> DIRECTIONS:
In the records below, begin at the line that has "M382,1051L408,1094L395,1101L379,1075L359,1086L350,1071Z" and stop after the line that has "M753,102L814,274"; quote those lines verbatim and nothing more.

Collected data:

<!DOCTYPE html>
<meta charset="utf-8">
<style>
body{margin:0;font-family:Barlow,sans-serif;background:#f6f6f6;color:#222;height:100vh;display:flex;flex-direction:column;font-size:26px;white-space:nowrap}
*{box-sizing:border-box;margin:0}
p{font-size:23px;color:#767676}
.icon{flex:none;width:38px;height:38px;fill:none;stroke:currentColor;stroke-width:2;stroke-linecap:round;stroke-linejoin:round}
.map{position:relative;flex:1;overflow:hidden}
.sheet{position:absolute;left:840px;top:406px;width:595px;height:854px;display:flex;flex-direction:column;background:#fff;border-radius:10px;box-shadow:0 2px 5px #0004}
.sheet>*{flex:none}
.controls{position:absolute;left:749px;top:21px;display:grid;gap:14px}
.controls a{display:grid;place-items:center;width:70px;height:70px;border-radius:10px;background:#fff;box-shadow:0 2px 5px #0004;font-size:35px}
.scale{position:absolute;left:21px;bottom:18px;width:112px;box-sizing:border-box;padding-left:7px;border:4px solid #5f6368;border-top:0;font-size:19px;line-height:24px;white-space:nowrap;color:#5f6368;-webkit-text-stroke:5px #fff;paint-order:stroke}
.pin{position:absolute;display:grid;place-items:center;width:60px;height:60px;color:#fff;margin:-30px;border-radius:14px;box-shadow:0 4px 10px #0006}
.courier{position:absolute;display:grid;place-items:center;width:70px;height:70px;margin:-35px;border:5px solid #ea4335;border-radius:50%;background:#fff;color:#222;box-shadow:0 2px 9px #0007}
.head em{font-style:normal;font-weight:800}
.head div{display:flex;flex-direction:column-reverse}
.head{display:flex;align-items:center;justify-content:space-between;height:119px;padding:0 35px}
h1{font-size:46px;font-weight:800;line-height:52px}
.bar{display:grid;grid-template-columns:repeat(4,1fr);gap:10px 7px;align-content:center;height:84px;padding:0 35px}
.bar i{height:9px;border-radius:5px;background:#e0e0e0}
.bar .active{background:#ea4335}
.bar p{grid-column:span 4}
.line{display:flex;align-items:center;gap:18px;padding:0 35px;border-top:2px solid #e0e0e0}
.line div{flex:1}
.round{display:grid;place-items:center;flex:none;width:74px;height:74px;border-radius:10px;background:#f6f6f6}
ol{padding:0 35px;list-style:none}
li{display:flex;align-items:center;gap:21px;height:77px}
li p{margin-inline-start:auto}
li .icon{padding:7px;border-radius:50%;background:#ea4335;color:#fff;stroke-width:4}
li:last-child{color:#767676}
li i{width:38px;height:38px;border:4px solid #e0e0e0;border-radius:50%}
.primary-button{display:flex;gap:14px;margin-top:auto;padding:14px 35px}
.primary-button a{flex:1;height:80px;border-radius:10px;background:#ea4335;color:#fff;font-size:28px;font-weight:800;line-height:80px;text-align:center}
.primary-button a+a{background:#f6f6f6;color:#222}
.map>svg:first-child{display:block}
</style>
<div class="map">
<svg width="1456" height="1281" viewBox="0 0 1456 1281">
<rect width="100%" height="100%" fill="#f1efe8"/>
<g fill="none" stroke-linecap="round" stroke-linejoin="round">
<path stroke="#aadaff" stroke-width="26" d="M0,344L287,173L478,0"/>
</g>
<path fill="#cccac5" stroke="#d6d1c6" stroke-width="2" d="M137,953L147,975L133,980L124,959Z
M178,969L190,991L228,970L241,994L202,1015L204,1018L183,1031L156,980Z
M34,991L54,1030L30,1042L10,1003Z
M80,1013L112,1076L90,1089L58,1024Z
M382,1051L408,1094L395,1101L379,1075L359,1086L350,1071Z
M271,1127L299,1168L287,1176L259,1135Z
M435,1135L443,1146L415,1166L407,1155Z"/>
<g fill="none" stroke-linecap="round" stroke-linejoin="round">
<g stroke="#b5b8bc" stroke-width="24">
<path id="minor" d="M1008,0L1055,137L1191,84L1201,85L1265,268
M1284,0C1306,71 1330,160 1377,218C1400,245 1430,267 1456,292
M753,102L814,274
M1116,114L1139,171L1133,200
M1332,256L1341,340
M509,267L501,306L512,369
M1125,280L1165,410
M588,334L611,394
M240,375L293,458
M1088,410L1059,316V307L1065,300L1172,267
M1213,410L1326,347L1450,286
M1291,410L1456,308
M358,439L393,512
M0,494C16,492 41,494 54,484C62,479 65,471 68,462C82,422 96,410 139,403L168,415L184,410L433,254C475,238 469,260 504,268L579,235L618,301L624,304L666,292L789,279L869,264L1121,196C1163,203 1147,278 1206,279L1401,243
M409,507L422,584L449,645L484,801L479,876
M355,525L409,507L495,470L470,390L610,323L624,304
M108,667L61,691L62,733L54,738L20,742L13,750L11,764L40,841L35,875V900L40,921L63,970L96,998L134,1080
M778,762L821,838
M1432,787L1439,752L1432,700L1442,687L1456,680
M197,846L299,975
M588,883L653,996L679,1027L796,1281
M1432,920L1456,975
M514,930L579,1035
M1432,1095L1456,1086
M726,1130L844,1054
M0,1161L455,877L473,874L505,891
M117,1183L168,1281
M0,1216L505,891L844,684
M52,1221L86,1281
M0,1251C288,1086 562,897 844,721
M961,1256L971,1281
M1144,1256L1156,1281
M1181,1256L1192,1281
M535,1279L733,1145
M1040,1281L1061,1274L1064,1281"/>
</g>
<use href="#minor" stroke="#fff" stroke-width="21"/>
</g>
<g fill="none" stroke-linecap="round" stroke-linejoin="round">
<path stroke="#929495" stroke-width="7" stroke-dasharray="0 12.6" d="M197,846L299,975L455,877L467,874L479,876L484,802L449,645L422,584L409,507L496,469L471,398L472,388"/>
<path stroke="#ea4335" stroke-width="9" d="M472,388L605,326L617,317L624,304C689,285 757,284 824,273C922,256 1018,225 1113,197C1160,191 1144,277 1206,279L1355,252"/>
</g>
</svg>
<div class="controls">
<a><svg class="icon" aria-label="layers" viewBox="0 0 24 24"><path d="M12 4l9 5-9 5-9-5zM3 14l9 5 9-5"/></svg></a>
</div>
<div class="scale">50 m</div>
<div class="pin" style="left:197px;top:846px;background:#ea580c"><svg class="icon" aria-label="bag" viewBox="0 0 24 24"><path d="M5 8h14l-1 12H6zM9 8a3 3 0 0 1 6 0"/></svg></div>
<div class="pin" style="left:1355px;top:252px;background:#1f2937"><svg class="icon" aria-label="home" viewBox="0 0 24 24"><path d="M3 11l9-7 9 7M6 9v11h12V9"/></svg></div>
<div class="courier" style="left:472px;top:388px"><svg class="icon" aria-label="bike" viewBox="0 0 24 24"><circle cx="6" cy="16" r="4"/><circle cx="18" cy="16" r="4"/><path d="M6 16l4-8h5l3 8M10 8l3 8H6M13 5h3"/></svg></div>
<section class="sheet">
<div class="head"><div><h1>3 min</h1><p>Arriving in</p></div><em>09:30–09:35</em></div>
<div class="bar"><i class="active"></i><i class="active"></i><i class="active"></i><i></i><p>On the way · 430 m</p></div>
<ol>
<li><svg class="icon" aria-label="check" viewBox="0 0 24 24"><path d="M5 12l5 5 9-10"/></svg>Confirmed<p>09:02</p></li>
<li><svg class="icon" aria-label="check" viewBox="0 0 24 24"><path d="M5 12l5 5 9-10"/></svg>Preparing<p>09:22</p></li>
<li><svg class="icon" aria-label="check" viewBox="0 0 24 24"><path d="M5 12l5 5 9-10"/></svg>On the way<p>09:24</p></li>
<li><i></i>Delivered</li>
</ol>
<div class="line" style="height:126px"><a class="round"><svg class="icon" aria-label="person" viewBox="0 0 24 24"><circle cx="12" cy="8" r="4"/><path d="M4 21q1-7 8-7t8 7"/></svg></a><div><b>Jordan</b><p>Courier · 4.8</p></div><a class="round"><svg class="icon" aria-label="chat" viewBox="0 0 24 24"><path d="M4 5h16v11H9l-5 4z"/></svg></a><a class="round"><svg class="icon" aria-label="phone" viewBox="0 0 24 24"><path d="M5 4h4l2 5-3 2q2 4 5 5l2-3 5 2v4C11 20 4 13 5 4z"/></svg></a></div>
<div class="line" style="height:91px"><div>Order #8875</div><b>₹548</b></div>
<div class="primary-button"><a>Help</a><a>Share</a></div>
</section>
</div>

> YOUR SOLUTION:
M382,1051L408,1094L395,1101L379,1075L359,1086L350,1071Z
M271,1127L299,1168L287,1176L259,1135Z
M435,1135L443,1146L415,1166L407,1155Z"/>
<g fill="none" stroke-linecap="round" stroke-linejoin="round">
<g stroke="#b5b8bc" stroke-width="24">
<path id="minor" d="M1008,0L1055,137L1191,84L1201,85L1265,268
M1284,0C1306,71 1330,160 1377,218C1400,245 1430,267 1456,292
M753,102L814,274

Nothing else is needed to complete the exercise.